Louquética

Incontinência verbal

domingo, 14 de março de 2021

Há mar

 


Na sexta-feira, 12 de março, combinei com meu namorado de irmos à praia no dia seguinte, depois de meus 14 meses sem colocar os pés no litoral. Planejamento que levou em conta ir bem longe mesmo, porque, sinceramente, não gosto de aglomeração em tempos normais e muito menos sob pandemia.
Naturalmente, iríamos mais por questões de saúde mental do que, necessariamente, pelo lazer.
Como um preso qualquer, estive e estou privada de coisas triviais para o bem-estar. Todavia, não foi o prefeito, nem o governador, nem autoridade eclesiástica, nem um super herói da Marvel que me impediu de viver a normalidade: foi a pandemia. E toda vez que recuo diante do que desejo, neste sentido, não o faço por obediência a decretos externos, mas por aquela lei interior, chamada Lei de Sobrevivência, que, a seu turno, me chama à responsabilidade sobre os meus atos e alerta sobre as consequências deles. Nem quando eu era adolescente tive esses arroubos doidos de querer desafiar e ser do contra.
Não conto quantas amigas minhas saíram da UTI, por COVID agravada, e foram direto para viagens, praias e festas.

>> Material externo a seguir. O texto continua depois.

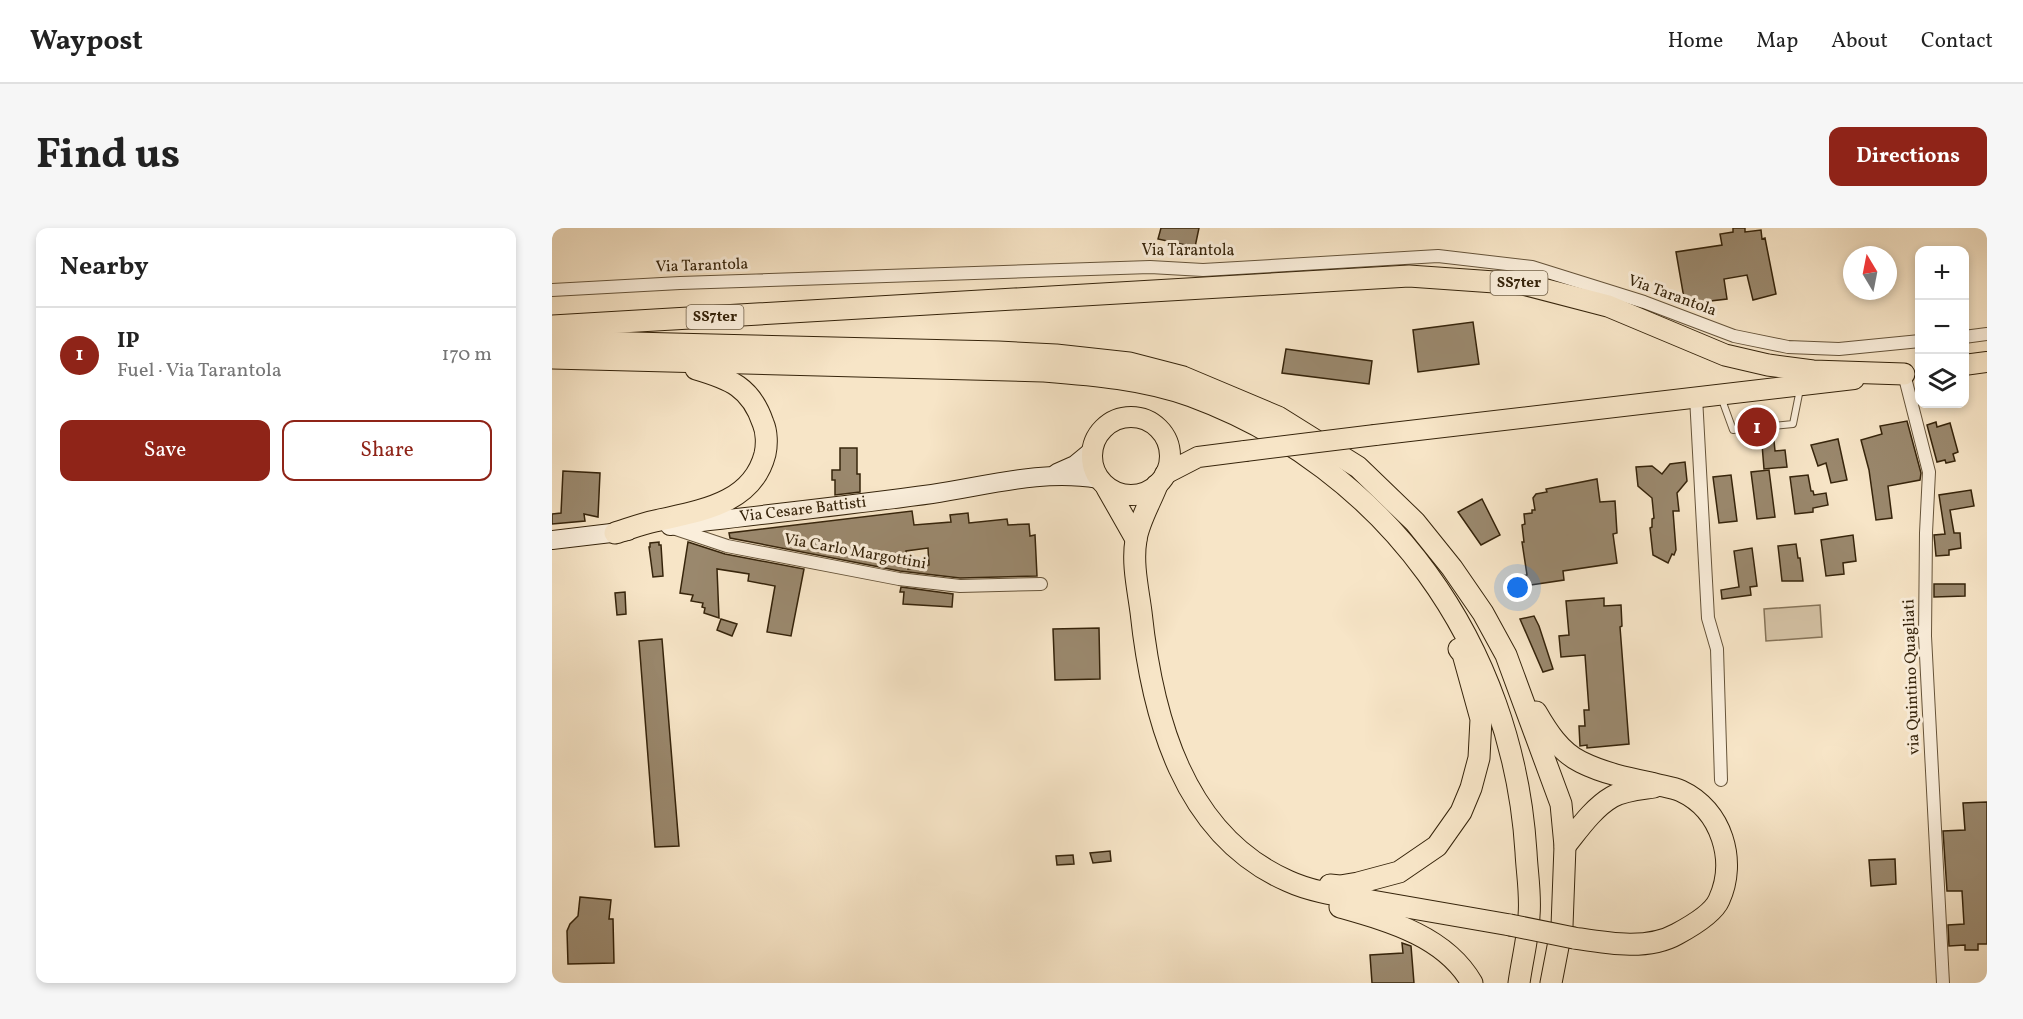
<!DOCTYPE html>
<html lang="en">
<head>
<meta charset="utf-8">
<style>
  body { margin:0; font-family:Vollkorn,serif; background:#f6f6f6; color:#222 }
  .controls { position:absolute; right:18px; top:18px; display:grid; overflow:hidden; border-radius:12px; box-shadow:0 3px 9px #0003 }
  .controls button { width:54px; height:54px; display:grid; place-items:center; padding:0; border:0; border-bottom:2px solid #e0e0e0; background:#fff; color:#222; font:30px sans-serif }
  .compass { position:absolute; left:1291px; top:18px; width:54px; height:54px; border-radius:50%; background:#fff; box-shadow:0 3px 9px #0003; rotate:350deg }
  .you { position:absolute; left:966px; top:360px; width:21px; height:21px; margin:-15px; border:4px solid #fff; border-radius:50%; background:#1a73e8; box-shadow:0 0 0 9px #1a73e833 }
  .badge { display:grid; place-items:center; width:39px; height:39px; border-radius:50%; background:#8f2418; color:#fff; font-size:20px; font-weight:700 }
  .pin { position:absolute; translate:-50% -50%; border:3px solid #fff; box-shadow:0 2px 6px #0006 }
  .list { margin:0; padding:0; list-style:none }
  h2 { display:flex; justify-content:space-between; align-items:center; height:78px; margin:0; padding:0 24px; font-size:26px }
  h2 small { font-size:20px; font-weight:400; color:#767676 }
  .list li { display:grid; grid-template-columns:39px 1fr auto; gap:18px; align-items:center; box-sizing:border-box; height:96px; padding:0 24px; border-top:2px solid #e0e0e0 }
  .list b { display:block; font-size:22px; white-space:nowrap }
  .list p { margin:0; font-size:20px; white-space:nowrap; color:#767676 }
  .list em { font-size:20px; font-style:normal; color:#767676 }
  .actions { display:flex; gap:12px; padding:18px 24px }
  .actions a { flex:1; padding:14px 0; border:2px solid #8f2418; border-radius:12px; text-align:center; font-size:21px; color:#8f2418 }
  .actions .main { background:#8f2418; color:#fff }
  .icon { flex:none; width:33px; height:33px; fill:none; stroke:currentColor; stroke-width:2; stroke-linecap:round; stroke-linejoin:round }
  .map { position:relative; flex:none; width:1435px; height:755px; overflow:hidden; border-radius:12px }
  header { display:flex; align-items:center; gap:36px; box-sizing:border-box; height:84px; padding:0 30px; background:#fff; border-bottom:2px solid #e0e0e0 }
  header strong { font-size:28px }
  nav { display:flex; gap:33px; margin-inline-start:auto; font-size:21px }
  .intro { display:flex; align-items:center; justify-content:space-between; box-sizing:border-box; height:144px; padding:0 36px }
  h1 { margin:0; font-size:42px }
  .button { padding:15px 27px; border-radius:12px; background:#8f2418; color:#fff; font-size:21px; font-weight:700 }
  main { display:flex; gap:36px; padding:0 36px }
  aside { flex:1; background:#fff; border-radius:12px; box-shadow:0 3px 9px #0003 }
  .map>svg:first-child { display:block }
</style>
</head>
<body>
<header>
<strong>Waypost</strong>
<nav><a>Home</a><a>Map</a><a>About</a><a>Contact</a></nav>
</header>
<div class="intro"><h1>Find us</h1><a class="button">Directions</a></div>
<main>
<aside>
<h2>Nearby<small></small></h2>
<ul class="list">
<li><span class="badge">1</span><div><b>IP</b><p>Fuel · Via Tarantola</p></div><em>170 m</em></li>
</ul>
<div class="actions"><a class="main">Save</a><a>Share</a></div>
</aside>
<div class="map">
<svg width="1435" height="755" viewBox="0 0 1435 755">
  <rect width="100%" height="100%" fill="#f7e5c7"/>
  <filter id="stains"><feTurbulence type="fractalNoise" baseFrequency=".00333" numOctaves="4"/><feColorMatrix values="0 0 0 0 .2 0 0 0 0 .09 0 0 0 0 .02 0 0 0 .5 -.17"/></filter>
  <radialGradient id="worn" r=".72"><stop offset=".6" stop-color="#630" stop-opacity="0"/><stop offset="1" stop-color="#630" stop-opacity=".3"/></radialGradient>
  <polygon fill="#d6c4a7" stroke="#867459" stroke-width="1.5" points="1268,377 1270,409 1214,413 1212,381"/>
  <g fill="#9a886d" stroke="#36240b" stroke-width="1.5" fill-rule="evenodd">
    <polygon points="609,0 647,0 643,19 606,11"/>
    <polygon points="1181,0 1193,0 1193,4 1209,2 1210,11 1213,10 1224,66 1201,72 1195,47 1172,51 1175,71 1133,76 1124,24 1170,17 1168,6 1181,4"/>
    <polygon points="921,94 927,136 866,144 861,102"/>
    <polygon points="734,121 820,133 817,156 730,145"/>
    <polygon points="1355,193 1369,245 1368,252 1336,258 1340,290 1324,292 1317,242 1309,212 1330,206 1328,198"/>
    <polygon points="1384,194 1385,199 1398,195 1406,224 1401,226 1403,233 1394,235 1393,232 1385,234 1375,197"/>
    <polygon points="1221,203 1223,223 1233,222 1235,239 1212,241 1209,204"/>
    <polygon points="1286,211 1295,252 1279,255 1274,235 1266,238 1259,217"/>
    <polygon points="288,220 305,220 305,246 308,246 308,264 283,267 283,252 280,252 280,242 288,242"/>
    <polygon points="1133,234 1135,253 1125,265 1127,283 1121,283 1124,322 1122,327 1120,326 1116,335 1101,327 1098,300 1100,299 1100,291 1102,290 1100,270 1086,258 1084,239 1100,238 1110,246 1118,236"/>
    <polygon points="1217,242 1223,289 1205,291 1199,244"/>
    <polygon points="11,243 48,245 46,289 32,286 33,293 0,296 0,286 9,285"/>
    <polygon points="1179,247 1185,293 1167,295 1161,249"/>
    <polygon points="1256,247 1259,263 1261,263 1262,267 1274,265 1276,277 1261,280 1261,284 1243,286 1238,249"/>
    <polygon points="1045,251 1048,274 1063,273 1065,305 1061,306 1065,335 1011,343 1012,352 965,359 963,349 975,347 970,314 972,314 970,297 973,296 972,286 980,285 980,282 983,282 981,270 984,266 995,264 994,261"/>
    <polygon points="1419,262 1422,278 1398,282 1402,305 1408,305 1409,320 1397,322 1397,327 1384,328 1382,307 1393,306 1387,267"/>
    <polygon points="930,271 948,307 929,317 906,284"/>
    <path d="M360,283L362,297L399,294L398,287L416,285L417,295L455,291L456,297L477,296L478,308L483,307L485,348L408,350L348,343L178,310L177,305ZM376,320L377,337L356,341L354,323Z"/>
    <polygon points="1301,307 1304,333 1291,335 1292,346 1274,348 1269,312"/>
    <polygon points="107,314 107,317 109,317 111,348 101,349 97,319 98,319 98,315"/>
    <polygon points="136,314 173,326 252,341 239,408 215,404 223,358 196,353 197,346 165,341 167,390 152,385 153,380 150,379 151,375 139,373 141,367 128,365"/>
    <polygon points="1244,316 1246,330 1248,330 1251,353 1230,353 1226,318"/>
    <polygon points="1200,320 1205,358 1198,359 1199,367 1170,371 1169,362 1187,359 1182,323"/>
    <polygon points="1382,356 1413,356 1413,368 1382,369"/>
    <polygon points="349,359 401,366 400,379 351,376 352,364 348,364"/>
    <polygon points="73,364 74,386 65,387 63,365"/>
    <polygon points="1052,370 1052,378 1069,377 1070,398 1068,399 1077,516 1035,520 1035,517 1028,518 1027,498 1033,498 1032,482 1037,482 1033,427 1009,429 1007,408 1017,407 1014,373"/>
    <polygon points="982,388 987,398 1001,441 991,444 968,391"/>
    <polygon points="169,391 185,396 180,408 165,402"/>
    <polygon points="547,400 548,451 503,452 501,401"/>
    <polygon points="110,411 127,618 103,619 87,413"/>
    <polygon points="1435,574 1435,716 1426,716 1426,722 1413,722 1413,717 1397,718 1396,697 1412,696 1410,663 1395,663 1391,603 1413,602 1411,575"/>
    <polygon points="558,623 559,633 541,635 538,625"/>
    <polygon points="521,627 522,636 505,637 504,628"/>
    <polygon points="1343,631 1344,656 1319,658 1317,632"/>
    <polygon points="28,669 59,672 57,691 61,691 62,735 16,736 15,703 18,696 26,688"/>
    <polygon points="850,715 859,718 862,755 820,755 818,727 851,725"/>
  </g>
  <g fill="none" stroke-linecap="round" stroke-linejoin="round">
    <g stroke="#66543a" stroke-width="8">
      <polyline id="service" points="1169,169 1181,202 1241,196 1248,161"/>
    </g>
    <g stroke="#66543a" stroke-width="14">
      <g id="minor">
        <polyline points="0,62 128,55 598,39 651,42 886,28 980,39 1092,74 1182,108 1236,119 1287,121 1368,113"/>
        <polyline points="1412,109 1435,106"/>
        <polyline points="1352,146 1377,244 1374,305 1373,408 1391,755"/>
        <polyline points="1144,169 1156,390 1165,421 1169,552"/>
        <polyline points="121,300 175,318 347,351 408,358 489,356"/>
      </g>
    </g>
    <g stroke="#36240b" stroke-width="20">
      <g id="secondary">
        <polyline points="505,245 523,237 540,223"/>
        <path id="s1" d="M118,298C205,287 293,278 380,266C435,258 491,241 546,251"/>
        <polyline points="0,312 76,303"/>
      </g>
    </g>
    <g stroke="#36240b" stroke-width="22">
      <g id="primary">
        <polyline points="1412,137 1435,134"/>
        <circle cx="579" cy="228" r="39"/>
        <polyline points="823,207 1302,151"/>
        <polyline points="613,246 646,229 693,223"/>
      </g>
    </g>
    <g stroke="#36240b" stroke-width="23">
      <g id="trunk">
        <polyline points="0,98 857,48 971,56 1056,78 1173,127 1216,137 1261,143 1352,146"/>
        <polyline points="0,113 446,124 504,127 577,135 631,149 726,189 806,239 863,294 900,340 931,385 954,427 1009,576 1013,618 1010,698 999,755"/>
        <path d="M0,130L491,143C541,147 592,151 639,168C835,240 961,417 974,624C975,645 979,667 977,688C976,710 970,733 967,755"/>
        <path d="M605,257C599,273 586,295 584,312C580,335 586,361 589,384C600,488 631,607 736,653C762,665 792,668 820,673C866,681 912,689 958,697"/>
        <polyline points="555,260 584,311"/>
        <path d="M63,305C76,301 89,296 103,293C146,283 200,277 213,226C215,217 215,204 211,195C199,159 178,151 144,141"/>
        <path d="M984,484C995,503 1008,524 1029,534C1051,545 1075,550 1099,555C1108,558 1120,559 1129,563C1170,582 1185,633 1167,672C1161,686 1138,699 1125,706C1095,723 1054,715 1022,710"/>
        <path d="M1013,618C1026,602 1041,580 1060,569C1072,562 1089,561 1102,559"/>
        <polyline points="778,657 788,658 806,655 847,644 885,618 909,584 919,560 927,530 929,491 911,426 907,421"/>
        <path d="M788,679C837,693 893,708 920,755"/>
      </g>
    </g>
    <use href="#service" stroke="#faeedb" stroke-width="6"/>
    <use href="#minor" stroke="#faeedb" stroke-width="12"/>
    <use href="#secondary" stroke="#faeedb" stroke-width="18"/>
    <use href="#primary" stroke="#f7e5c7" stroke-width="20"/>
    <use href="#trunk" stroke="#f7e5c7" stroke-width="21"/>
    <g stroke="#36240b" stroke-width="22" stroke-linecap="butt">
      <polyline id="primary-bridge" points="693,223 823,207"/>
    </g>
    <g stroke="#36240b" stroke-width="23" stroke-linecap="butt">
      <polyline id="trunk-bridge" points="958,697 1022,710"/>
    </g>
    <use href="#primary-bridge" stroke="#f7e5c7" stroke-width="20"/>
    <use href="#trunk-bridge" stroke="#f7e5c7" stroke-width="21"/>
  </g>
  <g text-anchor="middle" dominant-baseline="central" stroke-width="6" stroke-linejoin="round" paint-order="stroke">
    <g fill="#faeedb" stroke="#716149" stroke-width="1.5">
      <rect x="938.5" y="43" width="57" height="24" rx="4.5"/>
      <rect x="134.5" y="77" width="57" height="24" rx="4.5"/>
    </g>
    <g font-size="15" font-weight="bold" fill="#36240b">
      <text x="967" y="55">SS7ter</text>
      <text x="163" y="89">SS7ter</text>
    </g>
    <g font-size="16" fill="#36240b" stroke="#faeedb">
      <text x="636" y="23">Via Tarantola</text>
      <text transform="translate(150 38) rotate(-2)">Via Tarantola</text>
      <text transform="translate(1120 68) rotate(20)">Via Tarantola</text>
      <text stroke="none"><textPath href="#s1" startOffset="134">Via Cesare Battisti</textPath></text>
      <text transform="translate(303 324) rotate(10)">Via Carlo Margottini</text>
      <text transform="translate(1360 449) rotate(-92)">via Quintino Quagliati</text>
    </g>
  </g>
  <rect width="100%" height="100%" filter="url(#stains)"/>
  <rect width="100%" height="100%" fill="url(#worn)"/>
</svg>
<div class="controls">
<button>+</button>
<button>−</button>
<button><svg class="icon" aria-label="layers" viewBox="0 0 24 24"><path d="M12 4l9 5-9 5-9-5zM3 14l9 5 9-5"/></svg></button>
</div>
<svg class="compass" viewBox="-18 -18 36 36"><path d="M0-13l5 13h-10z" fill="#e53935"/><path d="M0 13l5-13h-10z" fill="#767676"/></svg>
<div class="you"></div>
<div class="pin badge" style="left:1205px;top:199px">1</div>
</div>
</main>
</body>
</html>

Não é exagero nem invenção: saem do estado grave mesmo, vão em casa e seguem feito loucas para Fortaleza, para a Chapada Diamantina, Ilha de Itaparica e etc., isso se eu excluir os amigos que, em geral forçam as visitas a mim.
No fim das contas, o litoral está interditado por conta da pandemia. Fiquei em casa. Sinto muita falta do mar, mas pior seria sentir falta de ar. Se posso evitar, evito.
Tem sempre um doido que diz que o governante que institui a redução do fluxo de pessoas nas ruas (lockdown, meus amigos, no Brasil, nunca houve) é um monstro, ditador, miserável. E eu só acho engraçado é o ser humano perder de vista que comércio aberto é lucro político para o governante, significa ganhar simpatias e afagos, é imposto que entra, é fazer a média justamente com esta maioria ruidosa, que comanda o país de verdade – os cargos, no geral, são figurativos. Governante, no Brasil, costuma ser um fantoche, é só um quadro na parede. Para chegar ao ponto de o governante decretar fechamentos, há de se crer que é uma decisão com contas muito bem feitas, porque no nosso país não se dá ponto sem nó, não se faz qualquer coisa sem antes traçar o cálculo dos impactos. Assim, quem quer que seja a ocupar uma cadeira no poder político, de qualquer partido, de qualquer religião, gênero, time ou facção, não opta por renunciar ao capital simbólico e ao capital real que seriam imensos se eles simplesmente deixassem o barco correr.
Poderia não pagar por tal escolha, tão impopular, e dizer que é de conhecimento de todos a pandemia e que todos façam o que bem entenderem, porque são cidadãos livres e conscientes, que respondem por si mesmos. Então, ele estaria de mão lavadas e cada um que assumisse suas escolhas.
Assim seria, se pudesse ser.
Às vezes, isso que nós enxergaríamos como plena liberdade, no fundo, não passaria de negligência política.
Presumo que eles poderiam fazer isso. Lucrariam muito em todos os sentidos. Mas, apesar de me contrariar a impossibilidade de ir e vir, eu sei que o que está em jogo é o bem-estar coletivo. Em sociedade, liberdade também é renúncia. Teoricamente, a gente é livre para fazer o que quer, mas há momentos em que todos precisam renunciar a parte das vontades, a fim de instituir a sobrevivência coletiva. Ainda que assim não fosse, minha causa primordial é não adoecer. Se for inevitável, que pelo menos eu não seja cúmplice de meu próprio sofrimento.